Breaking News
Breaking News
from Washington and beyond

Trump’s Law Firm Deals Aren’t Working Out How He Hoped

Law firms that caved to Donald Trump are revealing they have ways to wriggle out of the deals.

Donald Trump looks up while signing an executive order in the White House
Alex Wroblewski/AFP/Getty Images

President Donald Trump may have thought he was getting a legal war chest by threatening several major law firms—but it seems the famed dealmaker didn’t know exactly what he was signing on to.

In a series of letters to Representative Jamie Raskin and Senator Richard Blumenthal obtained by The Bulwark, several major law firms that cut deals with the Trump administration provided details on the terms of their agreements—and it’s looking like the president may have gotten the short end of the stick.

While the firms had reportedly agreed to provide millions of dollars of pro bono work for specific causes, many asserted that they had total authority over the selection of their clients.

Allen Overy Shearman Sterling LLP wrote that its agreement to provide $125 million in pro bono work “does not call for, or permit, the administration or any other person or entity to determine what clients and matters the Firm takes on, whether they be pro bono matters or otherwise.” The firm said it had simply agreed to provide free legal services across “three specified areas,” including assisting veterans, ensuring fairness in the justice system, and combating antisemitism.

The Bulwark reported that other firms’ deals had similar stakes. Latham & Watkins wrote that it “maintains its complete independence as to the clients and matters the firm takes on,” while Simpson Thacher & Bartlett wrote that their agreement with the government did not “dictate or restrict what pro bono matters we will take on moving forward.” Cadwalader, Wickersham & Taft wrote that they “have not and will not restrict our pro bono activities or the positions we take on behalf of those clients.”

Nine law firms have signed deals with the president, promising nearly $1 billion in pro bono work.
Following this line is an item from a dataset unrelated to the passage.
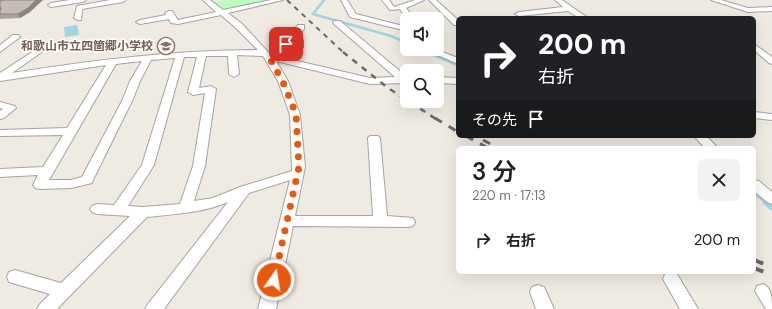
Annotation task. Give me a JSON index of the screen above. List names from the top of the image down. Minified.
{"places":{"school or university":["和歌山市立四箇郷小学校"]},"page":{"turn":["200 m","右折"],"then":"その先","heading":["3 分","220 m · 17:13"],"list":[{"name":"右折","value":"200 m"}]}}
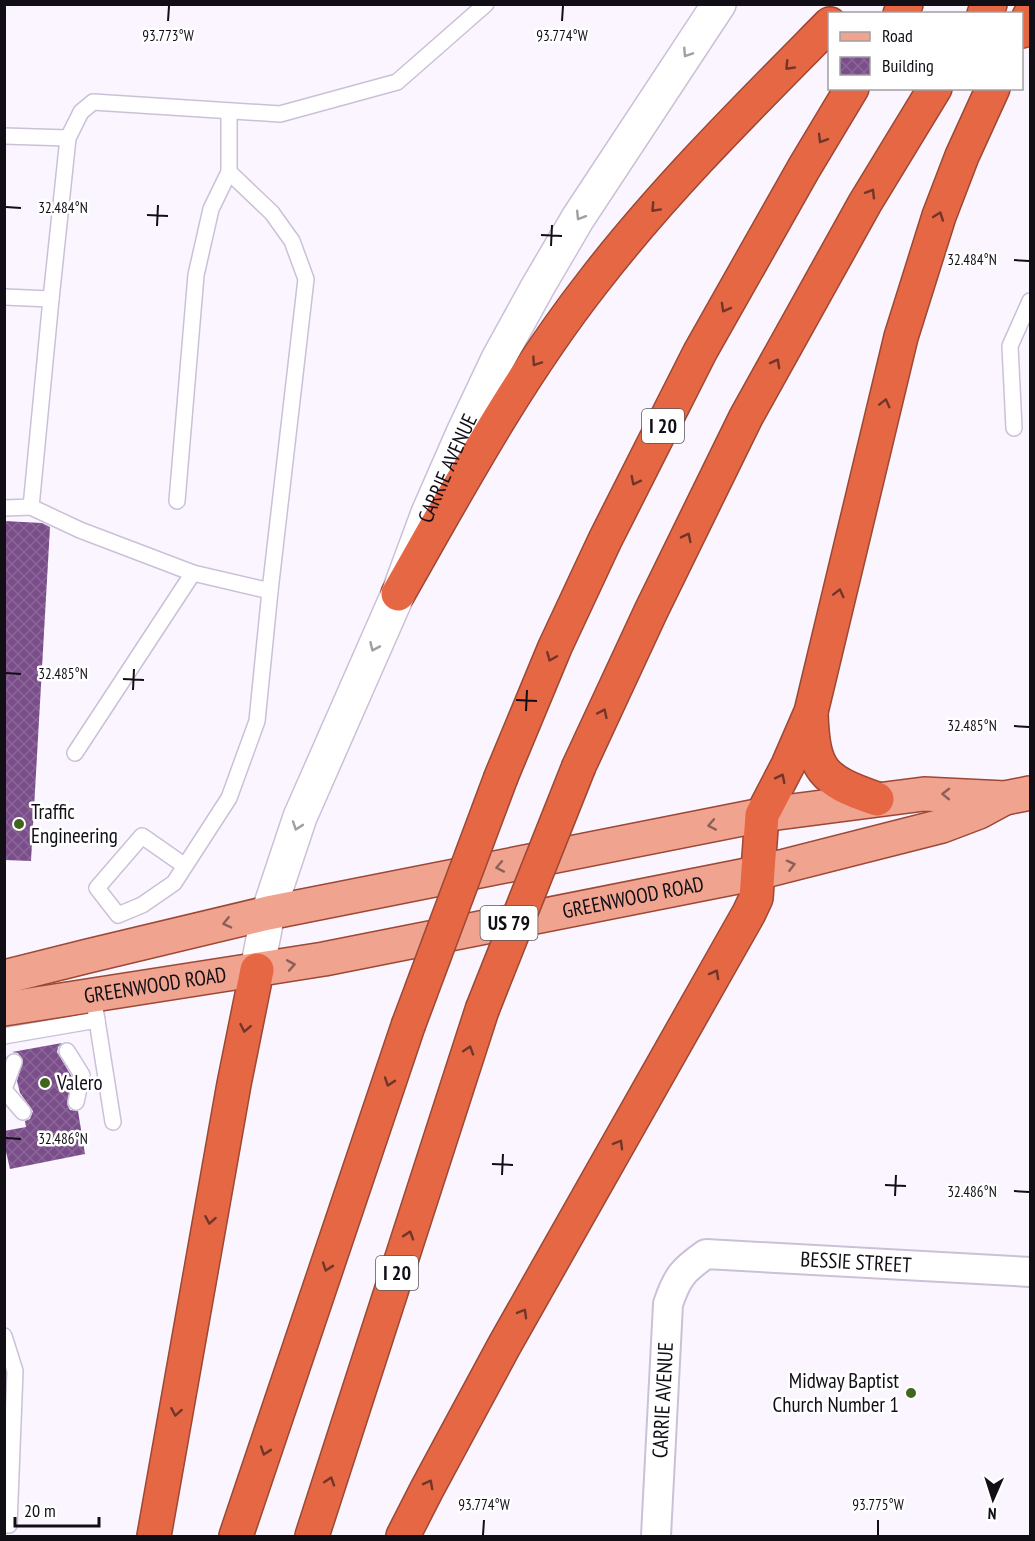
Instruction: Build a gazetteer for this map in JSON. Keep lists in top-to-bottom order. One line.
{"streets":{"highway":["I 20"],"main road":["CARRIE AVENUE","GREENWOOD ROAD","US 79"],"street":["BESSIE STREET"]},"crossings":[["CARRIE AVENUE","GREENWOOD ROAD"],["CARRIE AVENUE","BESSIE STREET"]],"one_way":["CARRIE AVENUE"],"places":["Traffic Engineering","Valero","Midway Baptist Church Number 1"],"legend":["Road","Building"],"scale_bar":"20 m","north":"bottom","coordinates":["93.773°W","93.774°W","32.484°N","32.485°N","32.486°N","93.775°W"]}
Meanwhile, Trump has projected a far grander view of what he could call on firms to do for him. The president claimed that the major law firms who struck deals stood at the ready to help him make deals with foreign countries to alleviate the weight of his sweeping reciprocal tariffs. He also floated the idea of using his battalion of attorneys to help the coal industry. In the White House, discussions had begun about deploying lawyers at DOGE and the DOJ, The New York Times reported last month.

Other firms seem to be using a different legalese to prevent themselves from being strong-armed by Trump. Skadden, Arps, Slate, Meagher & Flom LLP executive partner Jeremy London said that the firm had agreed to provide $100 million in pro bono work that “the president and Skadden both support,” which could potentially provide an out should the firm be remanded to work on a specific cause.
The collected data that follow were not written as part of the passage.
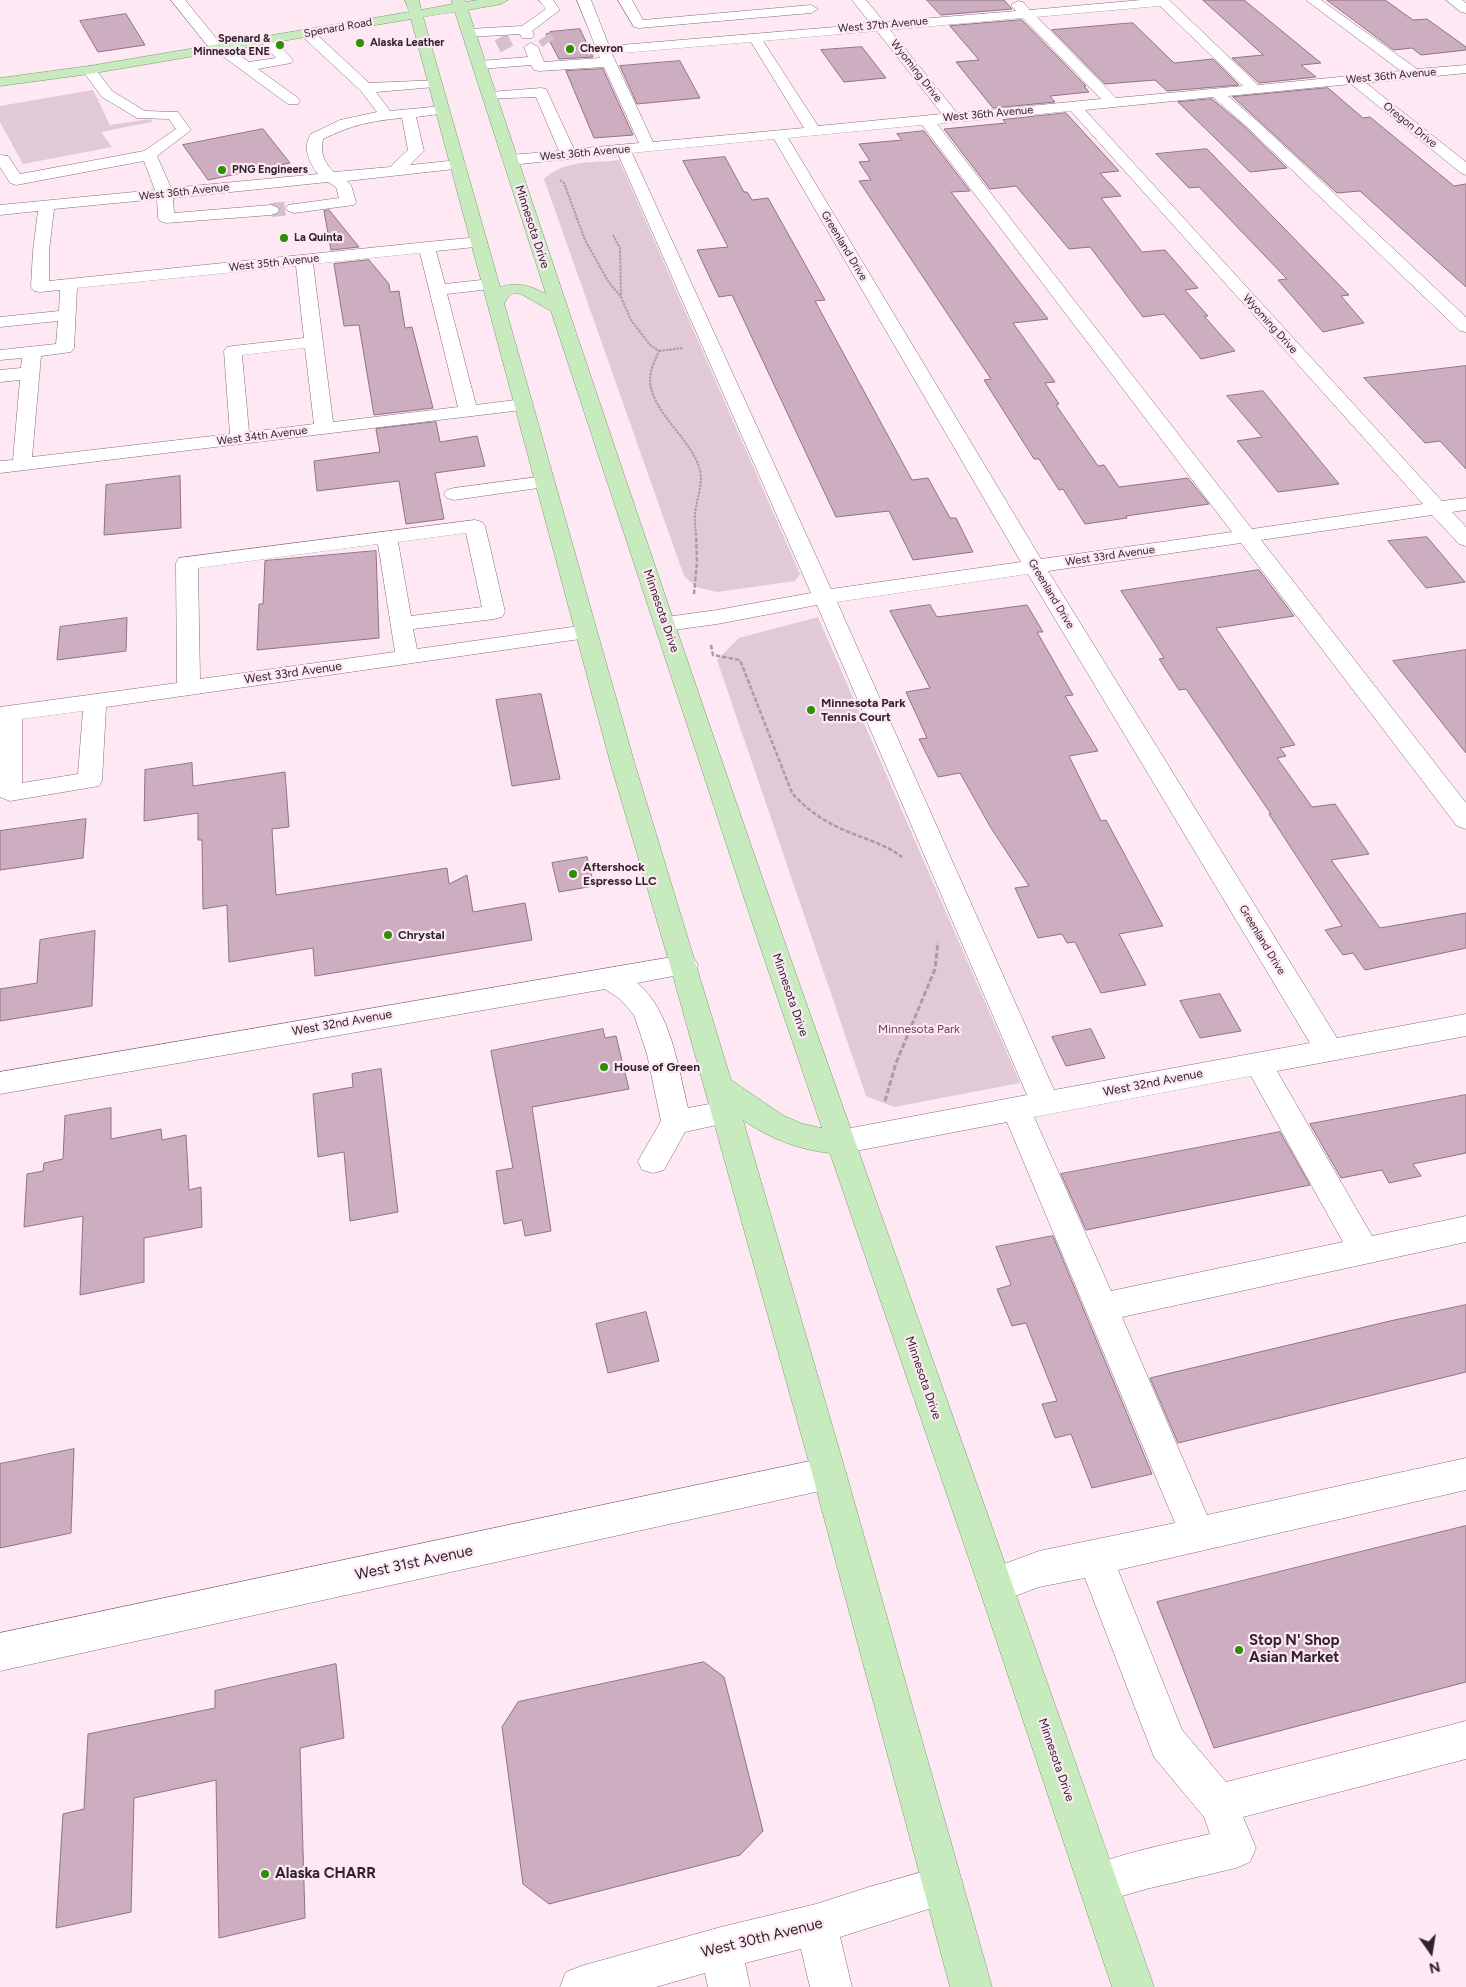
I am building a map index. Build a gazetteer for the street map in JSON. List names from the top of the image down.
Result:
{
  "streets": {
    "main road": ["Spenard Road", "Minnesota Drive"],
    "street": [
      "West 37th Avenue",
      "Wyoming Drive",
      "West 36th Avenue",
      "Oregon Drive",
      "Greenland Drive",
      "West 35th Avenue",
      "West 34th Avenue",
      "West 33rd Avenue",
      "West 32nd Avenue",
      "West 31st Avenue",
      "West 30th Avenue"
    ]
  },
  "crossings": [
    ["West 37th Avenue", "Wyoming Drive"],
    ["Spenard Road", "Minnesota Drive"],
    ["Wyoming Drive", "West 36th Avenue"],
    ["Wyoming Drive", "West 33rd Avenue"],
    ["West 36th Avenue", "Oregon Drive"],
    ["West 36th Avenue", "Minnesota Drive"],
    ["West 36th Avenue", "Greenland Drive"],
    ["West 36th Avenue", "West 35th Avenue"],
    ["Minnesota Drive", "West 33rd Avenue"],
    ["Minnesota Drive", "West 32nd Avenue"],
    ["Greenland Drive", "West 33rd Avenue"],
    ["Greenland Drive", "West 32nd Avenue"]
  ],
  "parks": ["Minnesota Park"],
  "places": [
    "Alaska Leather",
    "Spenard & Minnesota ENE",
    "Chevron",
    "PNG Engineers",
    "La Quinta",
    "Minnesota Park Tennis Court",
    "Aftershock Espresso LLC",
    "Chrystal",
    "House of Green",
    "Stop N' Shop Asian Market",
    "Alaska CHARR"
  ],
  "north": "bottom"
}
Last month, Raskin and Blumenthal penned letters to five major law firms they accused of being “complicit in efforts to undermine the rule of law” and demanded information on the deals.

A group of Democratic lawmakers sent another series of letters to law firms last month, warning that the Trump administration’s scheme to use “coercive and illegal measures” to blackmail firms could potentially violate federal laws against bribery, defrauding the public, and even racketeering.

If the firms have truly maintained authority over selecting which clients they represent, and which matters they take up, then some of these concerns may be moot. However, the lawmakers raised the possibility that by signing a deal with Trump, the firms were opening themselves up to extortion, asking what each firm planned to do to “ensure that the administration will not be able to require more from the firm beyond the provisions currently in place?”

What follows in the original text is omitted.